From this, for a given depth $h$, we can calculate the Jacobian as
$$
\begin{align*}
\scriptscriptstyle J(r,\theta) =& \scriptscriptstyle \frac{r \cos (\theta ) \left(\sin (\theta ) \left(-\frac{h^2 \sin (\theta ) \cos (\theta )}{\sqrt{r^2-h^2 \sin ^2(\theta )}}-h \sin (\theta )\right)+\cos (\theta ) \left(\sqrt{r^2-h^2 \sin ^2(\theta )}+h \cos (\theta )\right)\right)}{\sqrt{r^2-h^2 \sin ^2(\theta )}}\\
& \scriptscriptstyle -\frac{r \sin (\theta ) \left(\cos (\theta ) \left(-\frac{h^2 \sin (\theta ) \cos (\theta )}{\sqrt{r^2-h^2 \sin ^2(\theta )}}-h \sin (\theta )\right)-\sin (\theta ) \left(\sqrt{r^2-h^2 \sin ^2(\theta )}+h \cos (\theta )\right)\right)}{\sqrt{r^2-h^2 \sin ^2(\theta )}}.
\end{align*}
$$

Yikes!

---

# Executing the Plan

Despite how difficult the Jacobian looks, we can proceed as we did before.

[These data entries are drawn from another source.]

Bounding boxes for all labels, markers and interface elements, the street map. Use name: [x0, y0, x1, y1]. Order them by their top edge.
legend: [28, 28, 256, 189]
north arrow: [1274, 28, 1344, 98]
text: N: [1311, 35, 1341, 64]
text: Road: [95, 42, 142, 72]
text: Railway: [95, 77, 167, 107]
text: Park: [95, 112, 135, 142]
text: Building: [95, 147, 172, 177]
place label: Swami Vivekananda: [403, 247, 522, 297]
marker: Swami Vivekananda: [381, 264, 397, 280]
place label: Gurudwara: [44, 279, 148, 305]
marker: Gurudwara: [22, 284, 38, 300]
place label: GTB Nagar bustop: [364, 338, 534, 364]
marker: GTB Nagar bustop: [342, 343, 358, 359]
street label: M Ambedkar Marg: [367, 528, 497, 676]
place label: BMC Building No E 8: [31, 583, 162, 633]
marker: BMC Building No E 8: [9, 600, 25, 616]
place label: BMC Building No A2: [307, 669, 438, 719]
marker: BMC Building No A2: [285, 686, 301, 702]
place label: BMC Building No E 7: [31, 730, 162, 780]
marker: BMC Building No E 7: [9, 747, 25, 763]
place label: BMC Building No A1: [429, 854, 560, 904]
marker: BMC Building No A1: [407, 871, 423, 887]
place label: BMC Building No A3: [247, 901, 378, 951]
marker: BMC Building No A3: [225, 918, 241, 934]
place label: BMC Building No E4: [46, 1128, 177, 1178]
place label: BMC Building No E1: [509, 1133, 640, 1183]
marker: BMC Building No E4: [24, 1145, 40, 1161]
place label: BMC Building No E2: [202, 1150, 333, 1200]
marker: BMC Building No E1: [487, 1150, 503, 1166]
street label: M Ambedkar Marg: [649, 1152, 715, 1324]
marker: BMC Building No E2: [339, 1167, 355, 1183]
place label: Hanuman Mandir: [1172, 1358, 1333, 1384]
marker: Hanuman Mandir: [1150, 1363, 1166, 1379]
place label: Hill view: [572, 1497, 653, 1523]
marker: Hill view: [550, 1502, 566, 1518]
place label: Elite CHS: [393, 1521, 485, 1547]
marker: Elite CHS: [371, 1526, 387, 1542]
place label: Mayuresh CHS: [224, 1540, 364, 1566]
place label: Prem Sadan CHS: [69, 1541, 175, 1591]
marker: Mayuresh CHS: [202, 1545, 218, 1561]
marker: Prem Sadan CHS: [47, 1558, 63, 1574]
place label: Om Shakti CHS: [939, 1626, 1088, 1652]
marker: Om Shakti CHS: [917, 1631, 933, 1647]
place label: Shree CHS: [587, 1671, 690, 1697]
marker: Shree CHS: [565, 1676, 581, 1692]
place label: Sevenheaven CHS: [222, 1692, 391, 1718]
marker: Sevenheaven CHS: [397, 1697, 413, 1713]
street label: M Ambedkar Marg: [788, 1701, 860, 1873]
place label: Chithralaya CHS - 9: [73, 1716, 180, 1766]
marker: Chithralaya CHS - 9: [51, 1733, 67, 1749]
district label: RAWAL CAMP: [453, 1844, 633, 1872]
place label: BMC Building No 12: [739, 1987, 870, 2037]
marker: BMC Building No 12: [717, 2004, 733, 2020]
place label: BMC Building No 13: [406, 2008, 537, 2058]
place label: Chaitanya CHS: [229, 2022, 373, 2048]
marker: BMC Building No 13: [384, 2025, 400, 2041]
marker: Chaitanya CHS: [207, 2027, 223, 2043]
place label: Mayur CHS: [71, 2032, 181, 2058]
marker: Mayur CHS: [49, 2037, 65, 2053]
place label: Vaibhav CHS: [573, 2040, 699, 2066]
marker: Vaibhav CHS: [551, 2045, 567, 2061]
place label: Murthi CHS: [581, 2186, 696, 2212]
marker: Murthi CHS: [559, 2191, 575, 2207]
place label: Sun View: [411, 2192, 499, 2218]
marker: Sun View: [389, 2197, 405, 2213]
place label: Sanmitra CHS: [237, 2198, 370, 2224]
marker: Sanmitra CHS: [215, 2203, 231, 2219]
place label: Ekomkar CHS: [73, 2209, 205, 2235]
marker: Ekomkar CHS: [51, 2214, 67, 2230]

Putting the pieces our plan together, we need to first compute
$$
\begin{align*}
\overline{A}(h) &= \frac{\int_{0}^{\arctan(1/h)} \int_{h \tan(\theta)}^{1} J(r,\theta) \; dr \; d\theta}{\int_{0}^{\arctan(1/h)} \int_{h \tan(\theta)}^{1} 1 \; dr \; d \theta}.
\end{align*}
$$

Amazingly, this is not as bad as it looks (even though Mathematica cannot do it).

---

# Executing the Plan

Let's look at the numerator
$$
\int_{0}^{\arctan(1/h)} \int_{h \tan(\theta)}^{1} J(r,\theta) \; dr \; d\theta.
$$

---

# Executing the Plan

Let's look at the numerator
$$
\int_{0}^{\arctan(1/h)} \int_{h \tan(\theta)}^{1} J(r,\theta) \; dr \; d\theta.
$$

If we go back to the rectangular coordinate system, this would simply be the integral of $1$ over the region we define to be the onion. That is, it's the area of the quarter onion so this integral is just $\pi/4$.

---

# Executing the Plan

Now let's look at the denominator
$$
\int_{0}^{\arctan(1/h)} \int_{h \tan(\theta)}^{1} 1 \; dr \; d \theta.
$$

---

# Executing the Plan

Now let's look at the denominator
$$
\int_{0}^{\arctan(1/h)} \int_{h \tan(\theta)}^{1} 1 \; dr \; d \theta.
$$

This is fairly easy to do as well. We can see the denominator is equal to 
$$
\left(\arctan \left(\frac{1}{h}\right)-\frac{1}{2} h \ln \left(\frac{1}{h^2}+1\right)\right).
$$

---

# Executing the Plan

In all, the average ``relative area'' of each piece is 
$$
\overline{A}(h) = \frac{\pi }{4 \left(\arctan \left(\frac{1}{h}\right)-\frac{1}{2} h \ln \left(\frac{1}{h^2}+1\right)\right)}.
$$

---

# Executing the Plan

$$
\begin{align*}
\sigma^2(h) &= \frac{\int_{0}^{\arctan(1/h)} \int_{h \tan(\theta)}^{1} (J(r,\theta)-\overline{A}(h))^2 \; dr \; d\theta}{\int_{0}^{\arctan(1/h)} \int_{h \tan(\theta)}^{1} \; dr \; d \theta}. \\
& = \frac{\int_{0}^{\arctan(1/h)} \int_{h \tan(\theta)}^{1} (J(r,\theta))^2 \; dr \; d\theta}{\int_{0}^{\arctan(1/h)} \int_{h \tan(\theta)}^{1} \; dr \; d \theta} - (\overline{A}(h))^2 \\
& = \frac{\int_{0}^{\arctan(1/h)} \int_{h \tan(\theta)}^{1} (J(r,\theta))^2 \; dr \; d\theta}{\arctan \left(\frac{1}{h}\right)-\frac{1}{2} h \ln \left(\frac{1}{h^2}+1\right)} - (\overline{A}(h))^2.
\end{align*}
$$

---

# Reducing the Problem

So, finding $\sigma^2(h)$ in a closed form reduces to evaluating
$$
f(h):=\int_{0}^{\arctan(1/h)} \int_{h \tan(\theta)}^{1} (J(r,\theta))^2 \; dr \; d\theta.
$$

---

# Reducing the Problem

* This integral cannot be evaluated by Mathematica. We can be clever, though. 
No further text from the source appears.